»»

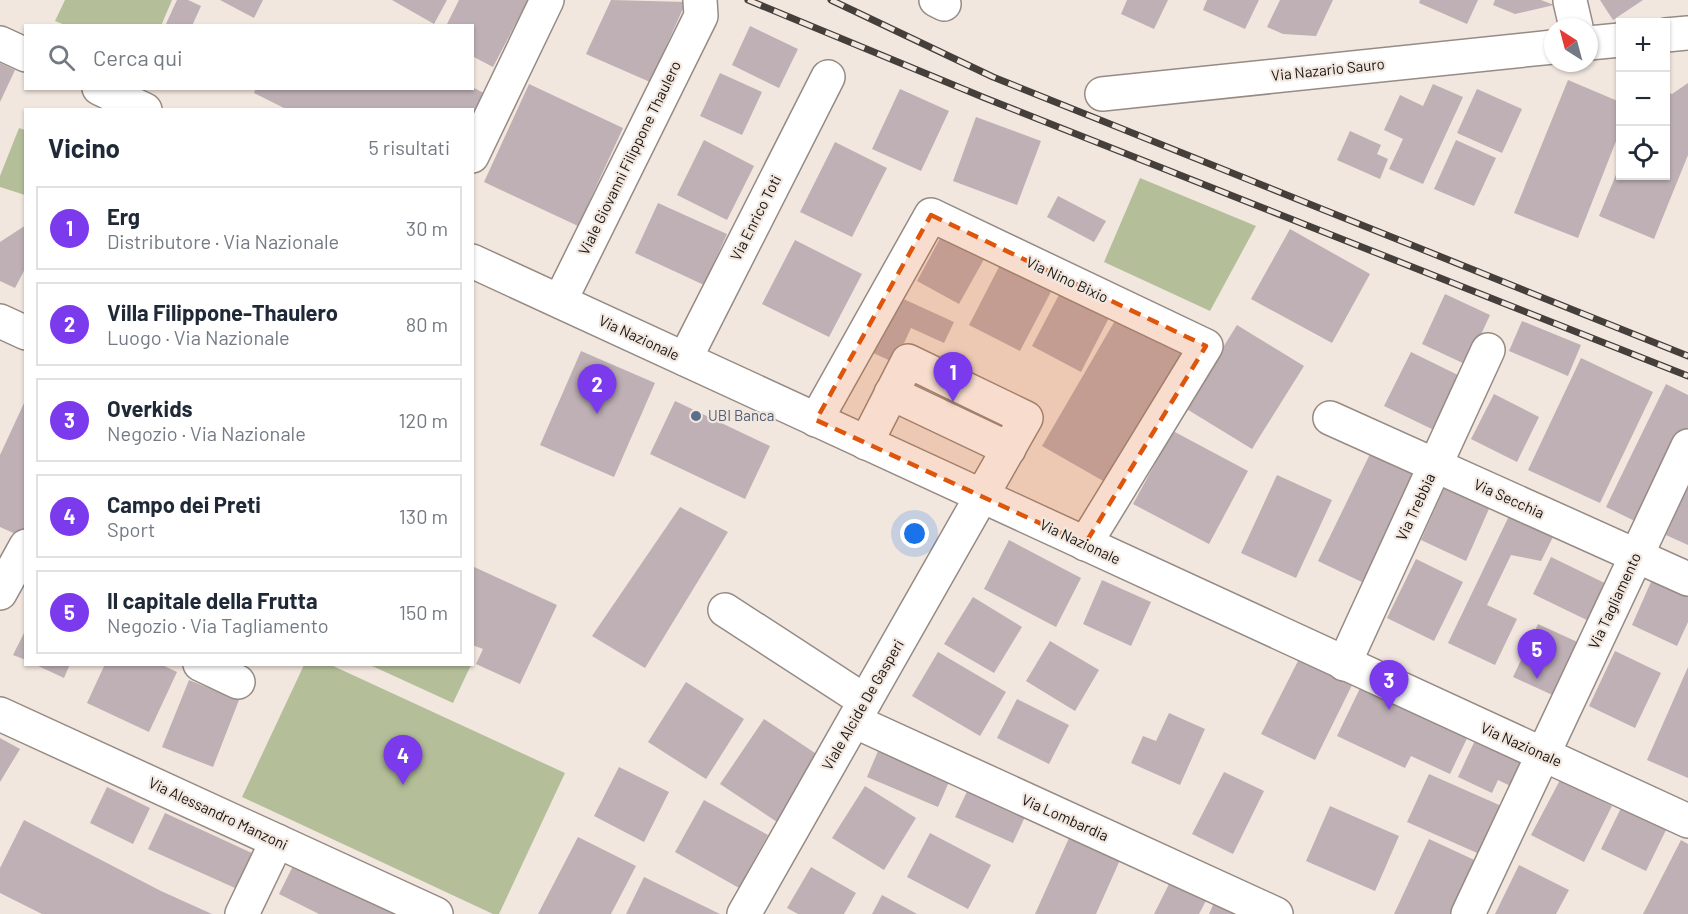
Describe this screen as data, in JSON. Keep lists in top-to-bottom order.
{
  "streets": {
    "street": [
      "Via Nazario Sauro",
      "Viale Giovanni Filippone Thaulero",
      "Via Enrico Toti",
      "Via Nino Bixio",
      "Via Nazionale",
      "Via Secchia",
      "Via Trebbia",
      "Via Tagliamento",
      "Viale Alcide De Gasperi",
      "Via Alessandro Manzoni",
      "Via Lombardia"
    ]
  },
  "crossings": [
    ["Viale Giovanni Filippone Thaulero", "Via Nazionale"],
    ["Via Enrico Toti", "Via Nazionale"],
    ["Via Nino Bixio", "Via Nazionale"],
    ["Via Nazionale", "Via Trebbia"],
    ["Via Nazionale", "Via Tagliamento"],
    ["Via Nazionale", "Viale Alcide De Gasperi"],
    ["Via Secchia", "Via Trebbia"],
    ["Via Secchia", "Via Tagliamento"],
    ["Viale Alcide De Gasperi", "Via Lombardia"]
  ],
  "places": ["UBI Banca"],
  "north": "top left",
  "page": {
    "map_buttons": ["+", "−"],
    "search": "Cerca qui",
    "heading": ["Vicino", "5 risultati"],
    "list": [
      {
        "mark": "1",
        "name": "Erg",
        "note": "Distributore · Via Nazionale",
        "value": "30 m"
      },
      {
        "mark": "2",
        "name": "Villa Filippone-Thaulero",
        "note": "Luogo · Via Nazionale",
        "value": "80 m"
      },
      {
        "mark": "3",
        "name": "Overkids",
        "note": "Negozio · Via Nazionale",
        "value": "120 m"
      },
      {
        "mark": "4",
        "name": "Campo dei Preti",
        "note": "Sport",
        "value": "130 m"
      },
      {
        "mark": "5",
        "name": "Il capitale della Frutta",
        "note": "Negozio · Via Tagliamento",
        "value": "150 m"
      }
    ],
    "pins": [
      "1",
      "2",
      "5",
      "3",
      "4"
    ]
  }
}
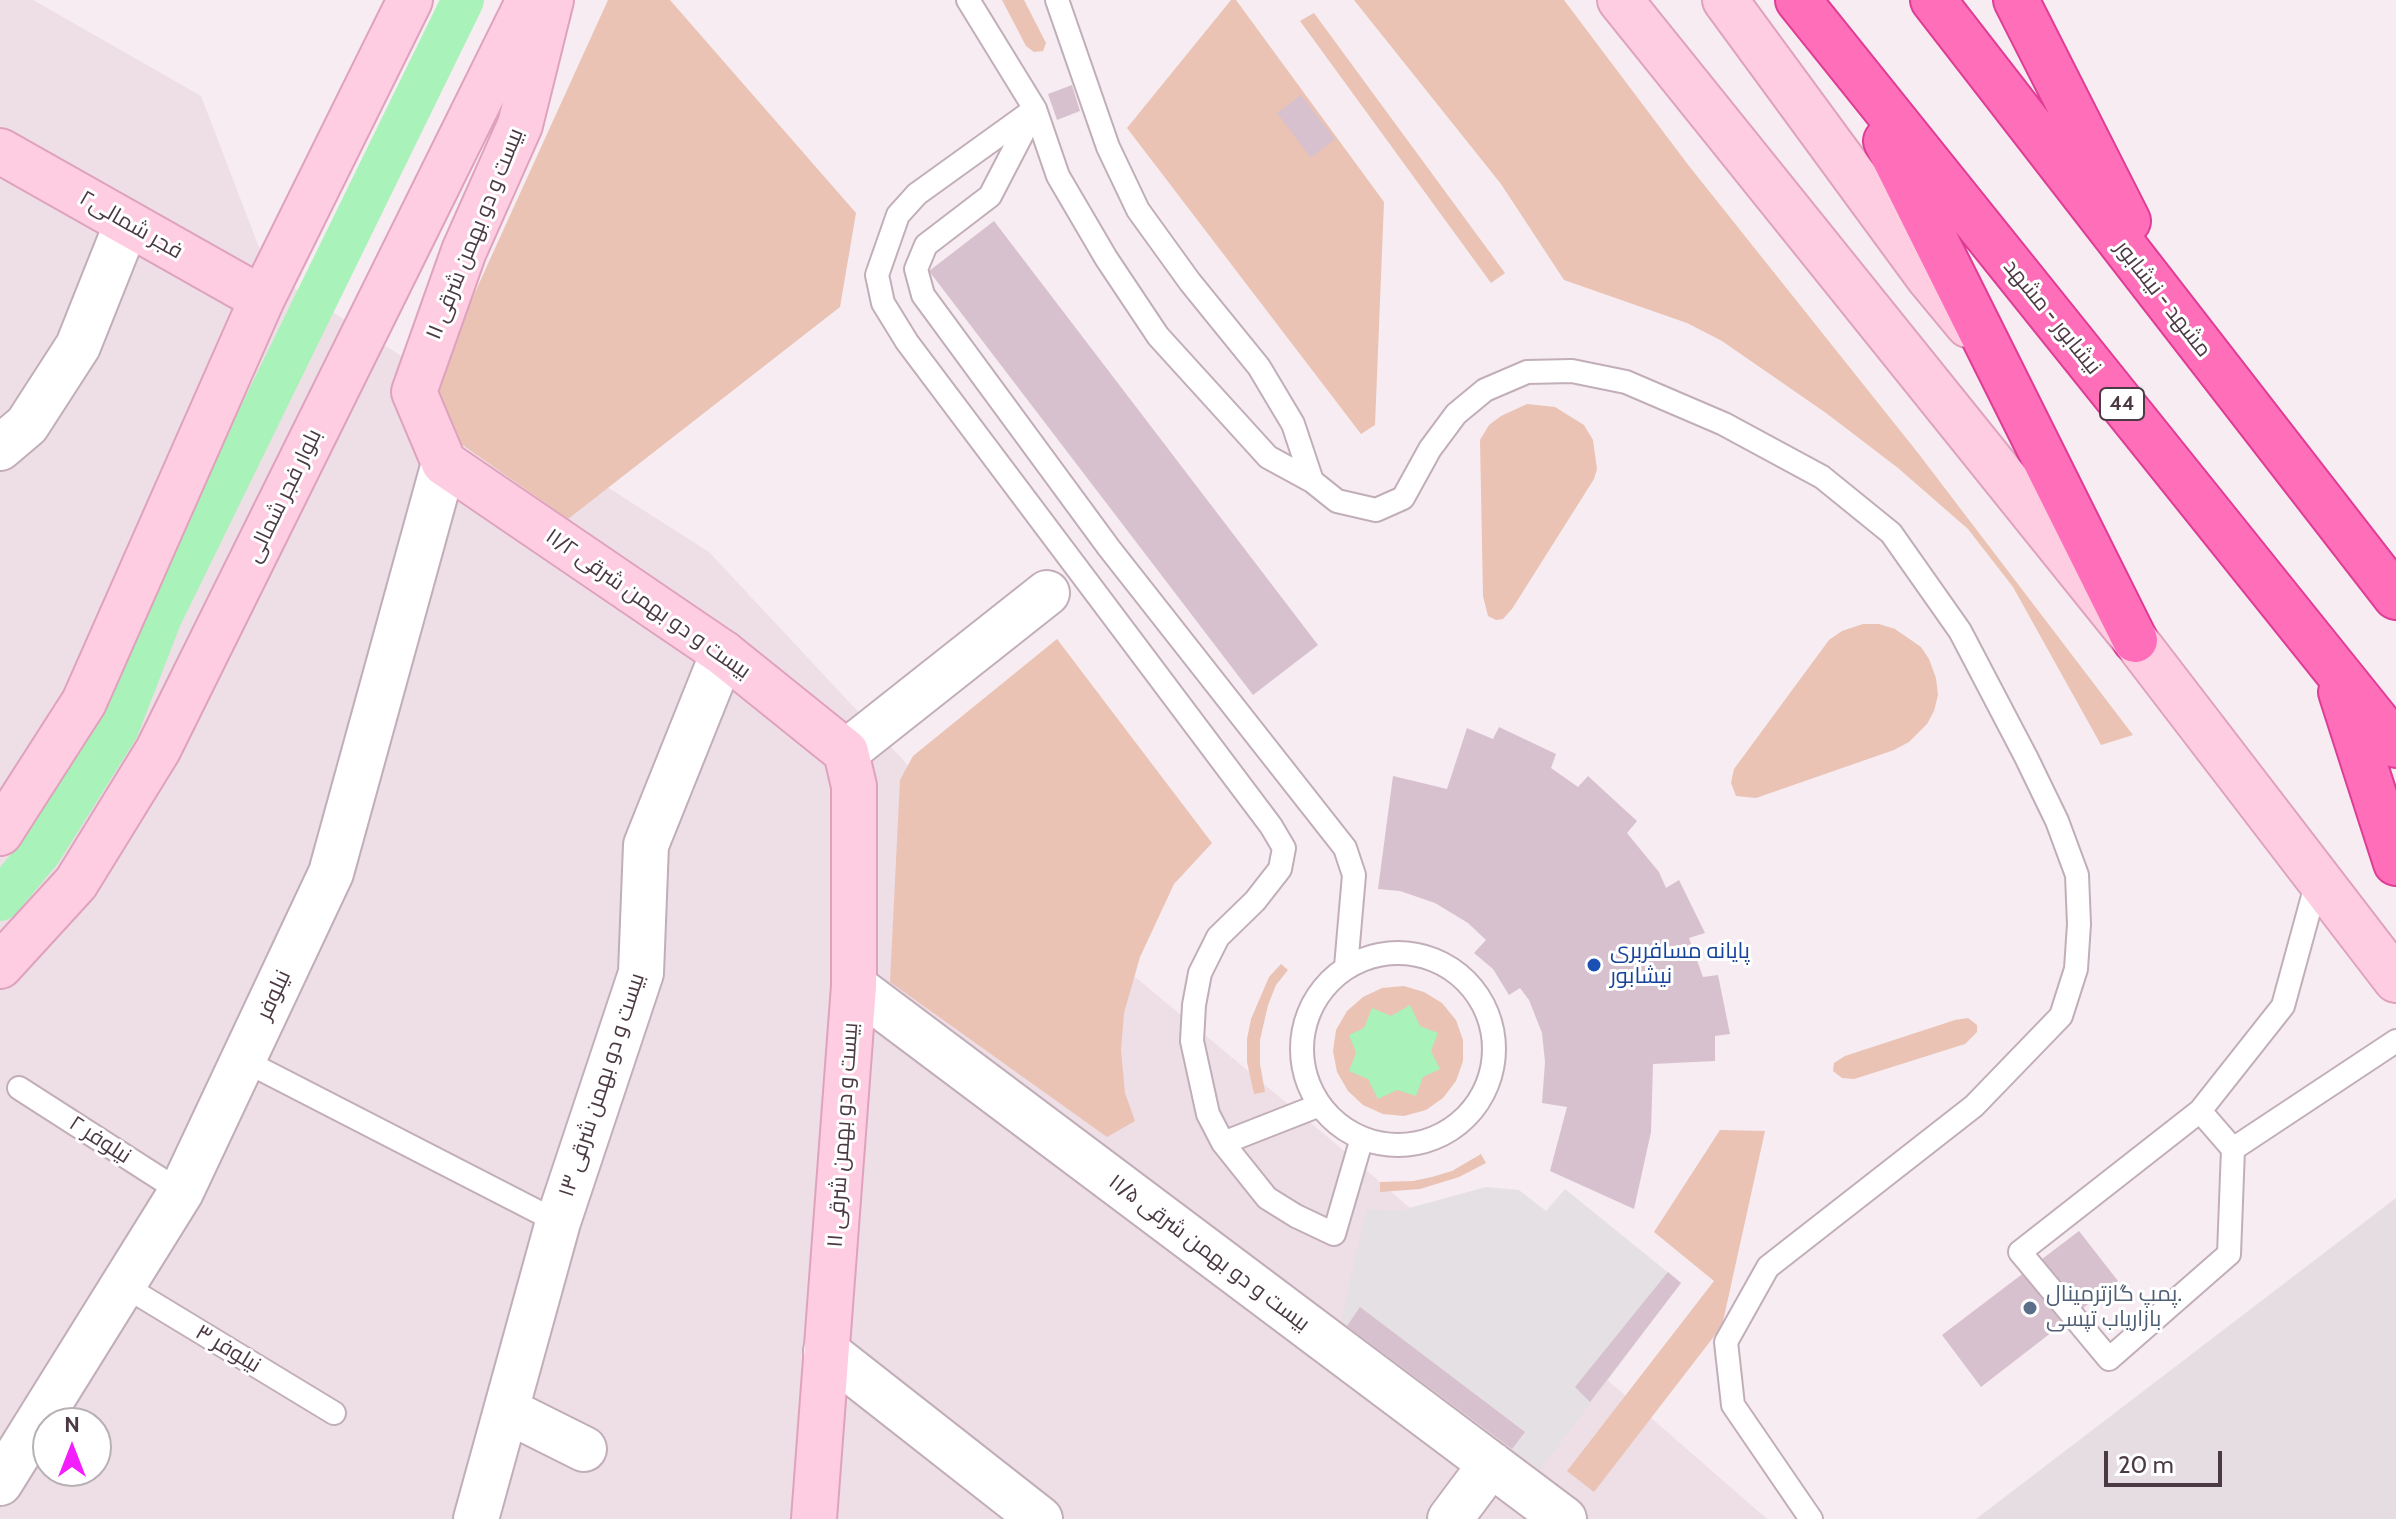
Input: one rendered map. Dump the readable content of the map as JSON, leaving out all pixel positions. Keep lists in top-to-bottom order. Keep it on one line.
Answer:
{"streets":{"highway":["مشهد - نیشابور","نیشابور - مشهد","44"],"street":["فجر شمالی۲","بیست و دو بهمن شرقی ۱۱","بلوار فجر شمالی","بیست و دو بهمن شرقی ۱۱/۲","نیلوفر","بیست و دو بهمن شرقی ۱۳","بیست و دو بهمن شرقی ۱۱/۵"],"lane":["نیلوفر ۲","نیلوفر ۳"]},"crossings":[["بیست و دو بهمن شرقی ۱۱","بیست و دو بهمن شرقی ۱۱/۲"],["بیست و دو بهمن شرقی ۱۱","نیلوفر"],["بیست و دو بهمن شرقی ۱۱","بیست و دو بهمن شرقی ۱۱/۵"],["بیست و دو بهمن شرقی ۱۱/۲","نیلوفر"],["بیست و دو بهمن شرقی ۱۱/۲","بیست و دو بهمن شرقی ۱۳"],["نیلوفر","نیلوفر ۲"],["نیلوفر","نیلوفر ۳"]],"places":["پایانه مسافربری نیشابور","پمپ گازترمینال. بازاریاب تپسی"],"scale_bar":"20 m","north":"top"}
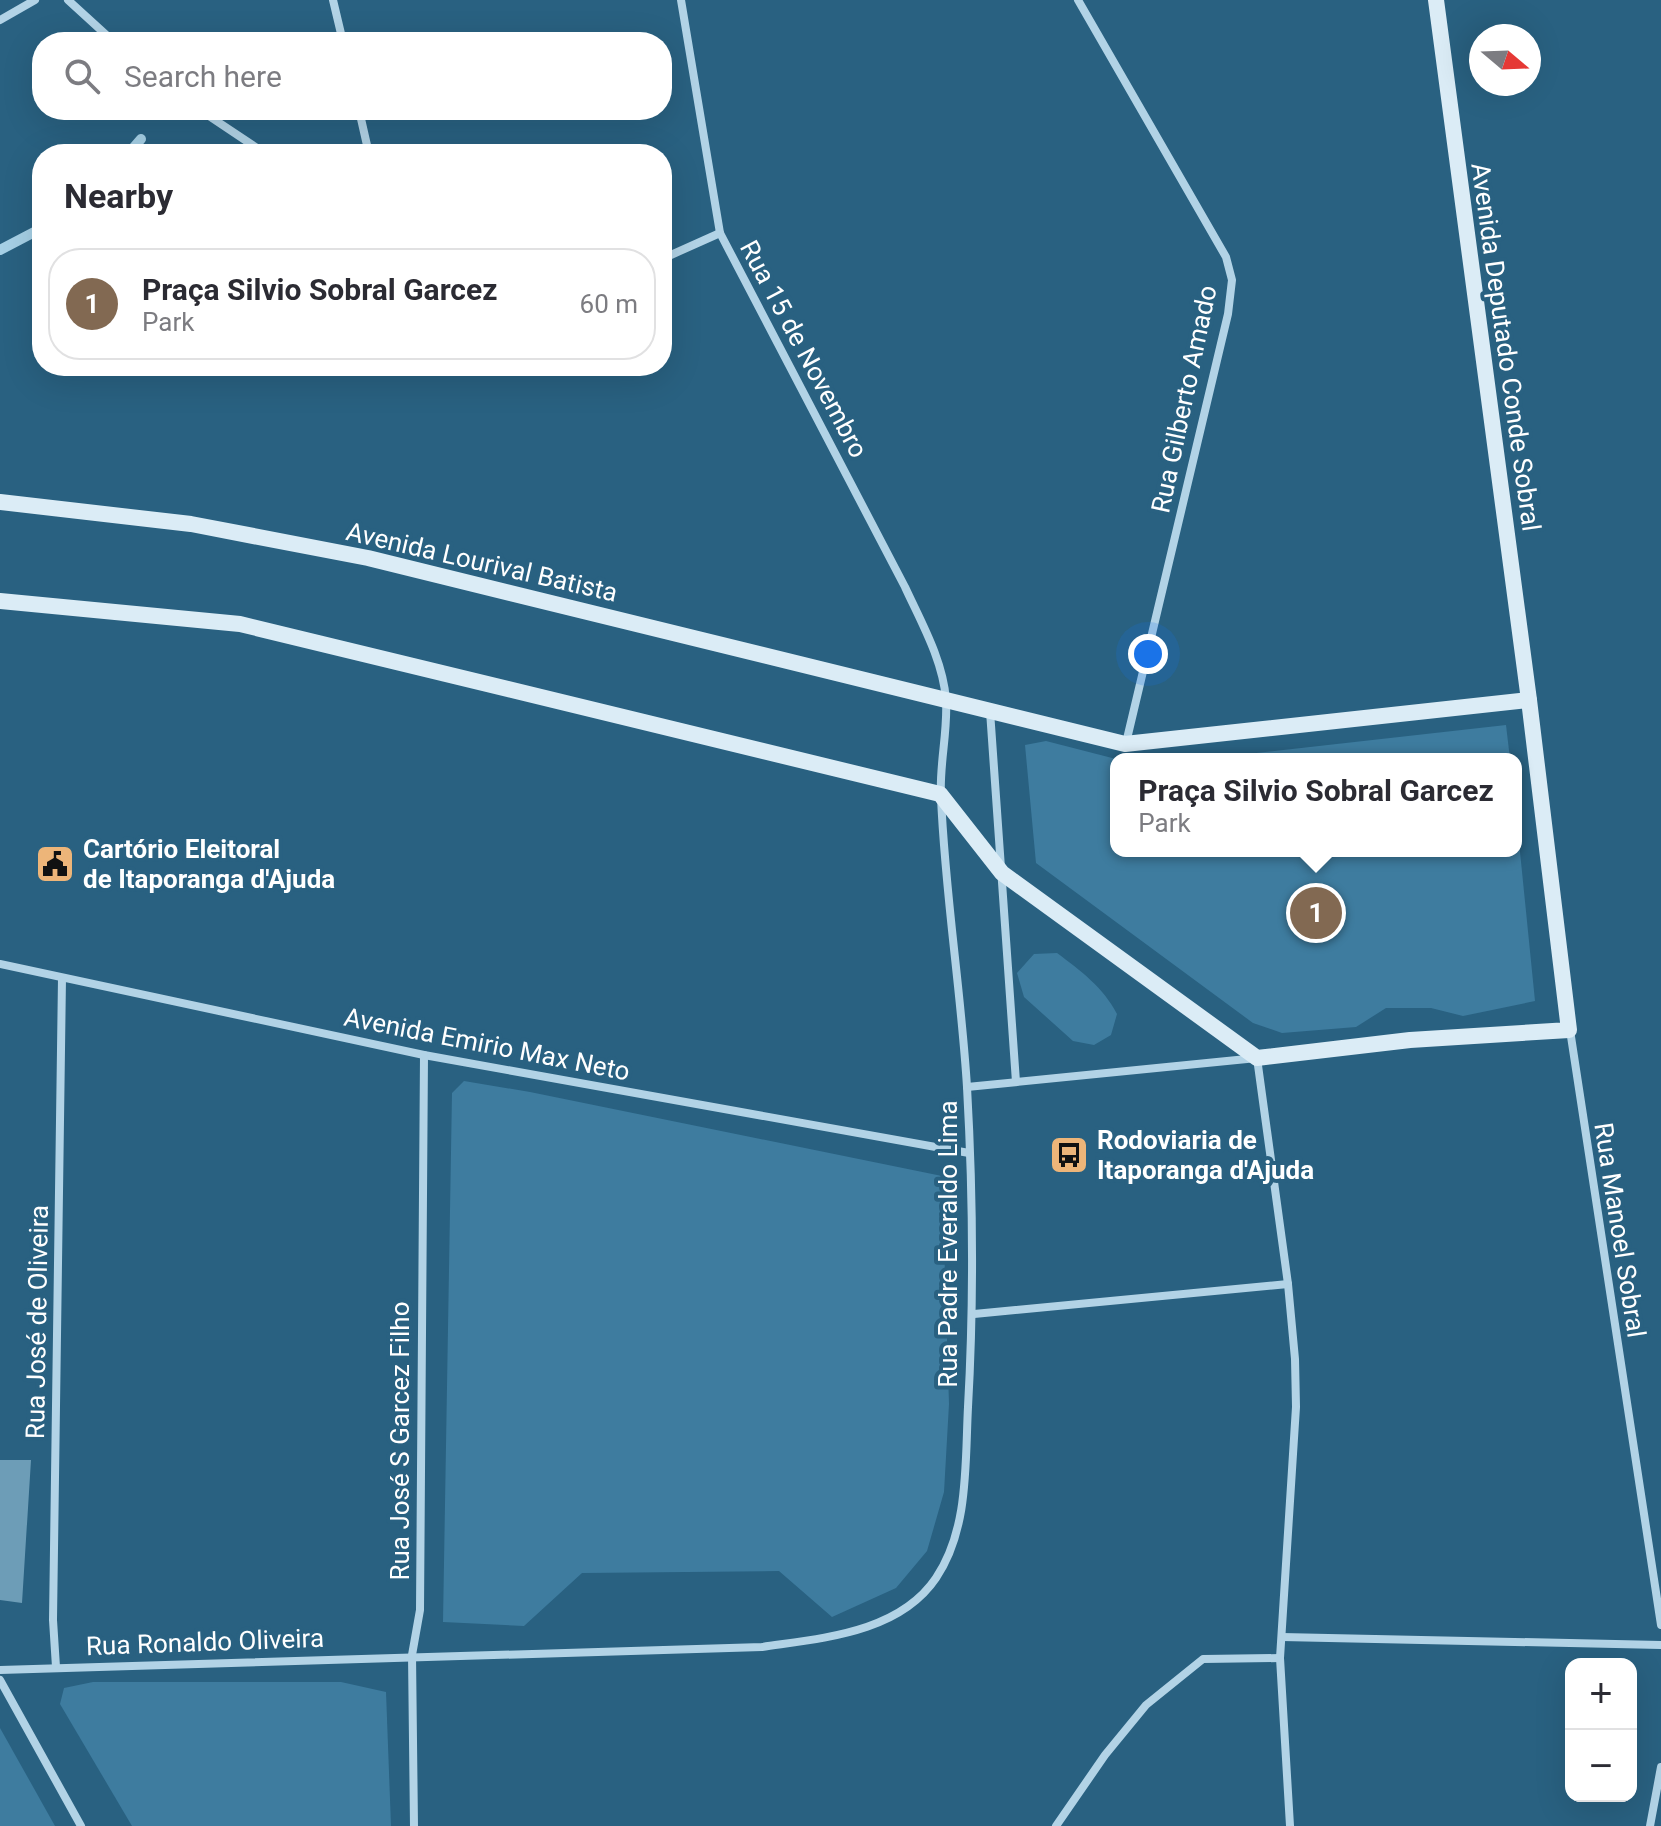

««

**PROBLEM TO WORK ON**
Set down every entry exactly; omit the pictures.

**COMPLETED EXERCISE**
Describe this screen as data, in JSON. Keep lists in top-to-bottom order.
{
  "streets": {
    "street": [
      "Via Nazario Sauro",
      "Viale Giovanni Filippone Thaulero",
      "Via Enrico Toti",
      "Via Nino Bixio",
      "Via Nazionale",
      "Via Secchia",
      "Via Trebbia",
      "Via Tagliamento",
      "Viale Alcide De Gasperi",
      "Via Alessandro Manzoni",
      "Via Lombardia"
    ]
  },
  "crossings": [
    ["Viale Giovanni Filippone Thaulero", "Via Nazionale"],
    ["Via Enrico Toti", "Via Nazionale"],
    ["Via Nino Bixio", "Via Nazionale"],
    ["Via Nazionale", "Via Trebbia"],
    ["Via Nazionale", "Via Tagliamento"],
    ["Via Nazionale", "Viale Alcide De Gasperi"],
    ["Via Secchia", "Via Trebbia"],
    ["Via Secchia", "Via Tagliamento"],
    ["Viale Alcide De Gasperi", "Via Lombardia"]
  ],
  "places": ["UBI Banca"],
  "north": "top left",
  "page": {
    "map_buttons": ["+", "−"],
    "search": "Cerca qui",
    "heading": ["Vicino", "5 risultati"],
    "list": [
      {
        "mark": "1",
        "name": "Erg",
        "note": "Distributore · Via Nazionale",
        "value": "30 m"
      },
      {
        "mark": "2",
        "name": "Villa Filippone-Thaulero",
        "note": "Luogo · Via Nazionale",
        "value": "80 m"
      },
      {
        "mark": "3",
        "name": "Overkids",
        "note": "Negozio · Via Nazionale",
        "value": "120 m"
      },
      {
        "mark": "4",
        "name": "Campo dei Preti",
        "note": "Sport",
        "value": "130 m"
      },
      {
        "mark": "5",
        "name": "Il capitale della Frutta",
        "note": "Negozio · Via Tagliamento",
        "value": "150 m"
      }
    ],
    "pins": [
      "1",
      "2",
      "5",
      "3",
      "4"
    ]
  }
}
Input: one rendered map. Dump the readable content of the map as JSON, leaving out all pixel positions. Keep lists in top-to-bottom order. Keep it on one line.
Answer:
{"streets":{"highway":["مشهد - نیشابور","نیشابور - مشهد","44"],"street":["فجر شمالی۲","بیست و دو بهمن شرقی ۱۱","بلوار فجر شمالی","بیست و دو بهمن شرقی ۱۱/۲","نیلوفر","بیست و دو بهمن شرقی ۱۳","بیست و دو بهمن شرقی ۱۱/۵"],"lane":["نیلوفر ۲","نیلوفر ۳"]},"crossings":[["بیست و دو بهمن شرقی ۱۱","بیست و دو بهمن شرقی ۱۱/۲"],["بیست و دو بهمن شرقی ۱۱","نیلوفر"],["بیست و دو بهمن شرقی ۱۱","بیست و دو بهمن شرقی ۱۱/۵"],["بیست و دو بهمن شرقی ۱۱/۲","نیلوفر"],["بیست و دو بهمن شرقی ۱۱/۲","بیست و دو بهمن شرقی ۱۳"],["نیلوفر","نیلوفر ۲"],["نیلوفر","نیلوفر ۳"]],"places":["پایانه مسافربری نیشابور","پمپ گازترمینال. بازاریاب تپسی"],"scale_bar":"20 m","north":"top"}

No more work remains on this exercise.